Data supplied —
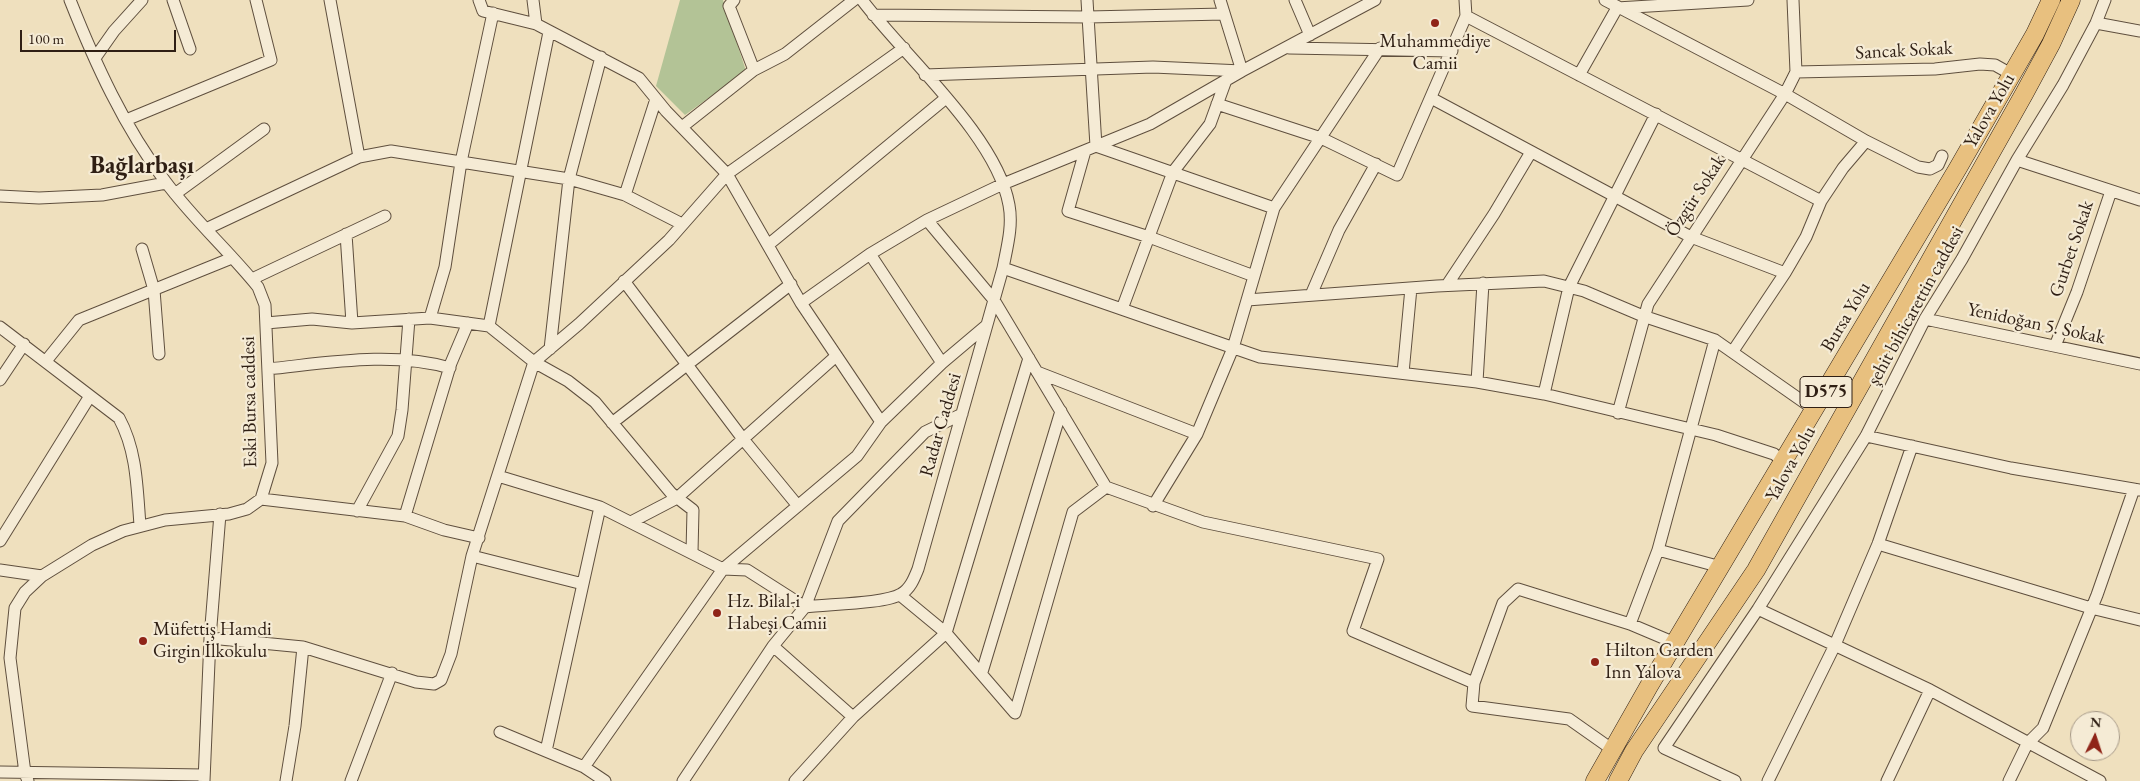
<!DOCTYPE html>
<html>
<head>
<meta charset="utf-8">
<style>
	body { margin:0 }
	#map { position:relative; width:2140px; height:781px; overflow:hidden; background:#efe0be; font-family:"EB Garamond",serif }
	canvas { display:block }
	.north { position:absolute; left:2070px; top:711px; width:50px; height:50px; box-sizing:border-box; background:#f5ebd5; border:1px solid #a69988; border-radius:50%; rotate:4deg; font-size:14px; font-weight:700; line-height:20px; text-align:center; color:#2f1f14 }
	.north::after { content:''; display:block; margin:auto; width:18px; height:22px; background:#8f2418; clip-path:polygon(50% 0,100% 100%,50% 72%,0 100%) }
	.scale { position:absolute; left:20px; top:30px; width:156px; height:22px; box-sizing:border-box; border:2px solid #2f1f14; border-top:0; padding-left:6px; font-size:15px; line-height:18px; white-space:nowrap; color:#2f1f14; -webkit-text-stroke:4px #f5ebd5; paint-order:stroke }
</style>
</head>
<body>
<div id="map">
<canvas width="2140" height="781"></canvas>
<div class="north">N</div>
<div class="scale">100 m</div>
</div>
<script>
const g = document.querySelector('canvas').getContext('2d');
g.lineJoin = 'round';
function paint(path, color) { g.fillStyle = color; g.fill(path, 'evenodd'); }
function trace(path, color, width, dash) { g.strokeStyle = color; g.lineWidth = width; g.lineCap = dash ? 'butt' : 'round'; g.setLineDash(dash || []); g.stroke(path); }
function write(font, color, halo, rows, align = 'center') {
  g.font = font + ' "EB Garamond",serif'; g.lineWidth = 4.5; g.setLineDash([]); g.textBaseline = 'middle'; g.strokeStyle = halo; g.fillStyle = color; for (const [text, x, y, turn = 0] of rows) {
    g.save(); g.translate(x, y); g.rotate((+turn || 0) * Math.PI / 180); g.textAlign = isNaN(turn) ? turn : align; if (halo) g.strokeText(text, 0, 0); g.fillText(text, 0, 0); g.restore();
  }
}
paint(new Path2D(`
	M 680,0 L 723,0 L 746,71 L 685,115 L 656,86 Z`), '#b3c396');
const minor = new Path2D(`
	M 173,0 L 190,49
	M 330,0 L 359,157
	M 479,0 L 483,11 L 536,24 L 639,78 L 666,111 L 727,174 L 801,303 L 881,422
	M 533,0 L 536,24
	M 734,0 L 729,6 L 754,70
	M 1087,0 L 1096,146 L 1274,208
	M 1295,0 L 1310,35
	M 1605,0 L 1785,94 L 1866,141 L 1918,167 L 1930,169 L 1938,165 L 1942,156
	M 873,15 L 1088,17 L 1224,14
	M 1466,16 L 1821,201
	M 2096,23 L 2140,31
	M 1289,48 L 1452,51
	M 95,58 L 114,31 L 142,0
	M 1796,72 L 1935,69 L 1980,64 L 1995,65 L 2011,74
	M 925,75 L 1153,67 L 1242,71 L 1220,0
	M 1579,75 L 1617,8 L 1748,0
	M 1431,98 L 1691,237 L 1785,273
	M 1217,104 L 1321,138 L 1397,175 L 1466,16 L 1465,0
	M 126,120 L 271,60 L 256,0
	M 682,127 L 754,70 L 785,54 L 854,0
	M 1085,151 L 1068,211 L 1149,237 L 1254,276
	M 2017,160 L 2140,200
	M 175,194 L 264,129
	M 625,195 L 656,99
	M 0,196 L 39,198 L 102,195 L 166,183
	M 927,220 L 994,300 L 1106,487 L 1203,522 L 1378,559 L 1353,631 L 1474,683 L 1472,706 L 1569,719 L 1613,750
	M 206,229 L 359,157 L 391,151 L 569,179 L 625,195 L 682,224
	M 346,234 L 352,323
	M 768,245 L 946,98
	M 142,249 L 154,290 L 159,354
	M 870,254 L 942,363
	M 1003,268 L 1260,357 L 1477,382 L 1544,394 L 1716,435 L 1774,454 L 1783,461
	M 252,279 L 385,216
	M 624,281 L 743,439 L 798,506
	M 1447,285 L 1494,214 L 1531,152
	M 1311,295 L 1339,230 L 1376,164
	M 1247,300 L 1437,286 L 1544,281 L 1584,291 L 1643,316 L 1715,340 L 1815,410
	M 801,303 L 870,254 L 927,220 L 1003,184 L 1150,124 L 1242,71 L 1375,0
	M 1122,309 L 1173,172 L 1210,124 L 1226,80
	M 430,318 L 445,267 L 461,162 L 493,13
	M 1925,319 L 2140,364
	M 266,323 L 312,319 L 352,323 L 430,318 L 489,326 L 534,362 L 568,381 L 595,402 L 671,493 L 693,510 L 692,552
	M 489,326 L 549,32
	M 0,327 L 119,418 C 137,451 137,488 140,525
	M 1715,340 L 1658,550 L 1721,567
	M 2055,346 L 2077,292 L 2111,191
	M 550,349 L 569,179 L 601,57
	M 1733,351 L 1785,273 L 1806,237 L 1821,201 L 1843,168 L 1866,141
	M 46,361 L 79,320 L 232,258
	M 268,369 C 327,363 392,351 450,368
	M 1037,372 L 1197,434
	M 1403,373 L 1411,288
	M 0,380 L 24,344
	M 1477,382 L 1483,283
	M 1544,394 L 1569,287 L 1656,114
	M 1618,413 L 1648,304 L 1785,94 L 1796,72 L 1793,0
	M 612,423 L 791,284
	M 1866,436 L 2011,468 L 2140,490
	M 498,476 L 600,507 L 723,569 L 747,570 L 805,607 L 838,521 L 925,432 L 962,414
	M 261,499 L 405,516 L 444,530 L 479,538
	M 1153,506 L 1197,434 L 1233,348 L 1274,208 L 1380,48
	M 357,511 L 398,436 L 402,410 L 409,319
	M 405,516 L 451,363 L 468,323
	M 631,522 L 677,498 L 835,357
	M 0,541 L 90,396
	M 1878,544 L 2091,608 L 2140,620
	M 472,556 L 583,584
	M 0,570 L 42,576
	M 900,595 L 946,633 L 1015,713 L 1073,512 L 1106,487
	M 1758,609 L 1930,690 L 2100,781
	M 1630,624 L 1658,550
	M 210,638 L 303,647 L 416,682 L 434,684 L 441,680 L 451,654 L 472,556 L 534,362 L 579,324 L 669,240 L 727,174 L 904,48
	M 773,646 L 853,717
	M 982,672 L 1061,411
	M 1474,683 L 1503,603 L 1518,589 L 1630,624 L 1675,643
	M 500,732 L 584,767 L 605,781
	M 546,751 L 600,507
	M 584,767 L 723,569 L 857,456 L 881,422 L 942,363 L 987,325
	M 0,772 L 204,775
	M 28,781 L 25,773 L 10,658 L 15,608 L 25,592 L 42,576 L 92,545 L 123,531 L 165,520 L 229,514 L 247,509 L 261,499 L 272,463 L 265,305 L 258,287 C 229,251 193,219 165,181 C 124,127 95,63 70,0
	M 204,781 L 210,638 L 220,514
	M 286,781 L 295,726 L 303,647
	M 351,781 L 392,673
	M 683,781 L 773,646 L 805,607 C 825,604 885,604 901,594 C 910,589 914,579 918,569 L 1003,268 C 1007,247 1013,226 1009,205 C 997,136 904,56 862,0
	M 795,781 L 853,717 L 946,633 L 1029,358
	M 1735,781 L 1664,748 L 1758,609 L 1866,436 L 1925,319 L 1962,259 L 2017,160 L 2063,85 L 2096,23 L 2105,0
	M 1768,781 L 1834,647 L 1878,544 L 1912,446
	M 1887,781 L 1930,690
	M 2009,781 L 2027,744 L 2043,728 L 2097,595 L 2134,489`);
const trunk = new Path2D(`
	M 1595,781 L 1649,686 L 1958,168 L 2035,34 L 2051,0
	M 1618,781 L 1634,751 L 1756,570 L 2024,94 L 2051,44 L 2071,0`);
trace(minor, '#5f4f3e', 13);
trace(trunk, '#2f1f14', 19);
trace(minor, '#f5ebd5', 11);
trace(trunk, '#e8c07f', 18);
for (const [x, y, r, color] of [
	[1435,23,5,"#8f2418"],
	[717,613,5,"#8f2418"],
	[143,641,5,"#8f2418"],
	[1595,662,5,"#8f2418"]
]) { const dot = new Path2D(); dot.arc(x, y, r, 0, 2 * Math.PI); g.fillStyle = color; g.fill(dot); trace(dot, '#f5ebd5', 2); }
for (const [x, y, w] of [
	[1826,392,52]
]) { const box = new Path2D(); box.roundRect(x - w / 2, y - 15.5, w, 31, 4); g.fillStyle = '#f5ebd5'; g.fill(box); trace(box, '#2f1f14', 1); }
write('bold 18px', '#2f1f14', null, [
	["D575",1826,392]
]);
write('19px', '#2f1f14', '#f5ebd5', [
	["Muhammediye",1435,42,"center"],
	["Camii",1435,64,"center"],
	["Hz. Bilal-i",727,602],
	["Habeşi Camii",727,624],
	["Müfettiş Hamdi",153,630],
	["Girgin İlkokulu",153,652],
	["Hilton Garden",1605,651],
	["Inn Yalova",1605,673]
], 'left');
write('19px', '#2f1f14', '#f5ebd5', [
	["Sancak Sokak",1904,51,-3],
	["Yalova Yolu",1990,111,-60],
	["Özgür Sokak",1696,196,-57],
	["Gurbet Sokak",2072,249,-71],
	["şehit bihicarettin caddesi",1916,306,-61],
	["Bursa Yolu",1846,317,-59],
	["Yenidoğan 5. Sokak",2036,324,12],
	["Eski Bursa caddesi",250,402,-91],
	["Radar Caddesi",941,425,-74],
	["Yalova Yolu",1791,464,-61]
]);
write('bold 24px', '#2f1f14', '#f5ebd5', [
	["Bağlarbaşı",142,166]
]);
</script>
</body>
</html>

* * *

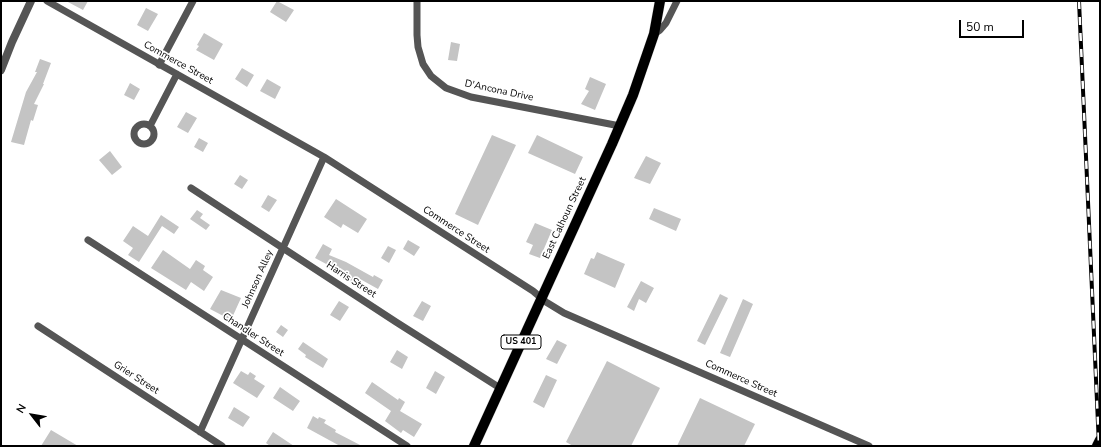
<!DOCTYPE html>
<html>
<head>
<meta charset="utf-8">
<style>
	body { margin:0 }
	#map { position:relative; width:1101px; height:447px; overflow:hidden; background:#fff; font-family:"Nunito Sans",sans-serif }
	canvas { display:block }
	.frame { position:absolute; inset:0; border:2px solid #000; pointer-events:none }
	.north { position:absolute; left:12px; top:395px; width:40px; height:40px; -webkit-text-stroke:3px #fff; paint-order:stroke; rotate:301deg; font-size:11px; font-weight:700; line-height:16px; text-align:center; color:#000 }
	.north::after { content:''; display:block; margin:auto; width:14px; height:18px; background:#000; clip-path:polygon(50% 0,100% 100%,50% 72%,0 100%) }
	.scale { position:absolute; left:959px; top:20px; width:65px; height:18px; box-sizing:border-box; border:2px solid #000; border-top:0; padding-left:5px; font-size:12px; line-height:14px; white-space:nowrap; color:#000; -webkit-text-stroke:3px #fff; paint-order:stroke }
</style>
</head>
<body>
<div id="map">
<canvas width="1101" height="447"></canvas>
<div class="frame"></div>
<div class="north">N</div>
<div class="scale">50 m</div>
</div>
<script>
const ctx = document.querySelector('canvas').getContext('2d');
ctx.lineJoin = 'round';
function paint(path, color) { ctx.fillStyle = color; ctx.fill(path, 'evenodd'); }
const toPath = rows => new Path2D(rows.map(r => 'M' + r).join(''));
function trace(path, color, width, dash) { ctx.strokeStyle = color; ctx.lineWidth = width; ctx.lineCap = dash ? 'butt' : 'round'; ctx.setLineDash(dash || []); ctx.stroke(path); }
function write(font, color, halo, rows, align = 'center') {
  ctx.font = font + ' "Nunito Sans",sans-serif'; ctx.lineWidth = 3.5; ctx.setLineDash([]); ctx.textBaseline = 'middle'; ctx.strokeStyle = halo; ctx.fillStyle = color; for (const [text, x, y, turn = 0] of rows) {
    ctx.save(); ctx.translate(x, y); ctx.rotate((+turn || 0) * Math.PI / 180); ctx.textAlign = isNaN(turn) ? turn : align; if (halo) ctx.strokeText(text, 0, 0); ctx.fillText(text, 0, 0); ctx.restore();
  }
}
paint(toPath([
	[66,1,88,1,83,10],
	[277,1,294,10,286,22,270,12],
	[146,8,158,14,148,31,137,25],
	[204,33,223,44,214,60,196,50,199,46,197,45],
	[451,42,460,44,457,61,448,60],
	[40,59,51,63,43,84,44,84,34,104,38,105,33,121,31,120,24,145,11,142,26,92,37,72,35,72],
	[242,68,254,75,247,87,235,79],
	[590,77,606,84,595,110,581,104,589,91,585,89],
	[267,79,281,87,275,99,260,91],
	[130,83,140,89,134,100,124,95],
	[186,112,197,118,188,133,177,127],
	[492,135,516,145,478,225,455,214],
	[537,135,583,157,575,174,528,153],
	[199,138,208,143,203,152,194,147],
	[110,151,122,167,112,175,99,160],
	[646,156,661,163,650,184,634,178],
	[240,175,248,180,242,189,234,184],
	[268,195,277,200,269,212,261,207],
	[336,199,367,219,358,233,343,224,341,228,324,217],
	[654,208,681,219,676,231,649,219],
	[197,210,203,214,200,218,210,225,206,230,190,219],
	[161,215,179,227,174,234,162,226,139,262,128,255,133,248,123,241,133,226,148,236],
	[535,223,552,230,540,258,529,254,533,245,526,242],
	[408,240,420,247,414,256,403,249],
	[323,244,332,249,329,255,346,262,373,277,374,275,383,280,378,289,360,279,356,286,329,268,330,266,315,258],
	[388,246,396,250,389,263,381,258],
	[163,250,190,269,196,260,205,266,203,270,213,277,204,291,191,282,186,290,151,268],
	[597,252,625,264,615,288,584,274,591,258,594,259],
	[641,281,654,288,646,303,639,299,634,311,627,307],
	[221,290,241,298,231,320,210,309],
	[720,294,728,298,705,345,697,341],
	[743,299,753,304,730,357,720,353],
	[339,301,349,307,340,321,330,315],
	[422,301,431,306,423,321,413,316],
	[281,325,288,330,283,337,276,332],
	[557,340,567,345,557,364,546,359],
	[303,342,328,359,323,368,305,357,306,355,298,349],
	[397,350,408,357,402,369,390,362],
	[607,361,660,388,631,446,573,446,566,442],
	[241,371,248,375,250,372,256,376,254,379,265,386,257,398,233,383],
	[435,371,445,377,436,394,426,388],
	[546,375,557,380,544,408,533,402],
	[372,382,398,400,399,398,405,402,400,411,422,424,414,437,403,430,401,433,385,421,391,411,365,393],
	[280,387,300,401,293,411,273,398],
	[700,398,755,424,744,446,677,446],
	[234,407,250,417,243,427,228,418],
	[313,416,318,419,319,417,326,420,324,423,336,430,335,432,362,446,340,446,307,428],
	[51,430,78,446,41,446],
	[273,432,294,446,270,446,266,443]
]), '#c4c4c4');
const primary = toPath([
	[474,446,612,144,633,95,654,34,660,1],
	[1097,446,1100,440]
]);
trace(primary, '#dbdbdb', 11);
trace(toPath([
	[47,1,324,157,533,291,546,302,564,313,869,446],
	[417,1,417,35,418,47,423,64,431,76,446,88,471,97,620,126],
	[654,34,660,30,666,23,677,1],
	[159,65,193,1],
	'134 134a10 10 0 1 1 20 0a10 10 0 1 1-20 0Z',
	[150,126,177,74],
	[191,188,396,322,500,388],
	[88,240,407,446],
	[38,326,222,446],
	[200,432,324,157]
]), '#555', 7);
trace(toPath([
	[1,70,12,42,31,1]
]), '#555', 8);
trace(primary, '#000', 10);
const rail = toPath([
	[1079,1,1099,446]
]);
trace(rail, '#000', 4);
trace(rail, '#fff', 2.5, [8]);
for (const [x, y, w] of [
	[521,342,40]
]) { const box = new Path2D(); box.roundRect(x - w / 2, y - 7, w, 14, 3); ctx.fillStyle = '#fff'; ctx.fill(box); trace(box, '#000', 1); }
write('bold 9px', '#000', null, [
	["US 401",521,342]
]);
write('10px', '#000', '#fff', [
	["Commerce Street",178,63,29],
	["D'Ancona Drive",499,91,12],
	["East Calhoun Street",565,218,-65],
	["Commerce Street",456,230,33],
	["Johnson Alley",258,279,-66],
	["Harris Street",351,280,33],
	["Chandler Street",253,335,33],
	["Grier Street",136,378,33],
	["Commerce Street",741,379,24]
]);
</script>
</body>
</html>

Directions — After reading the entries above, state the number of lines that contain the word "center", adding nothing else.

Answer box — 6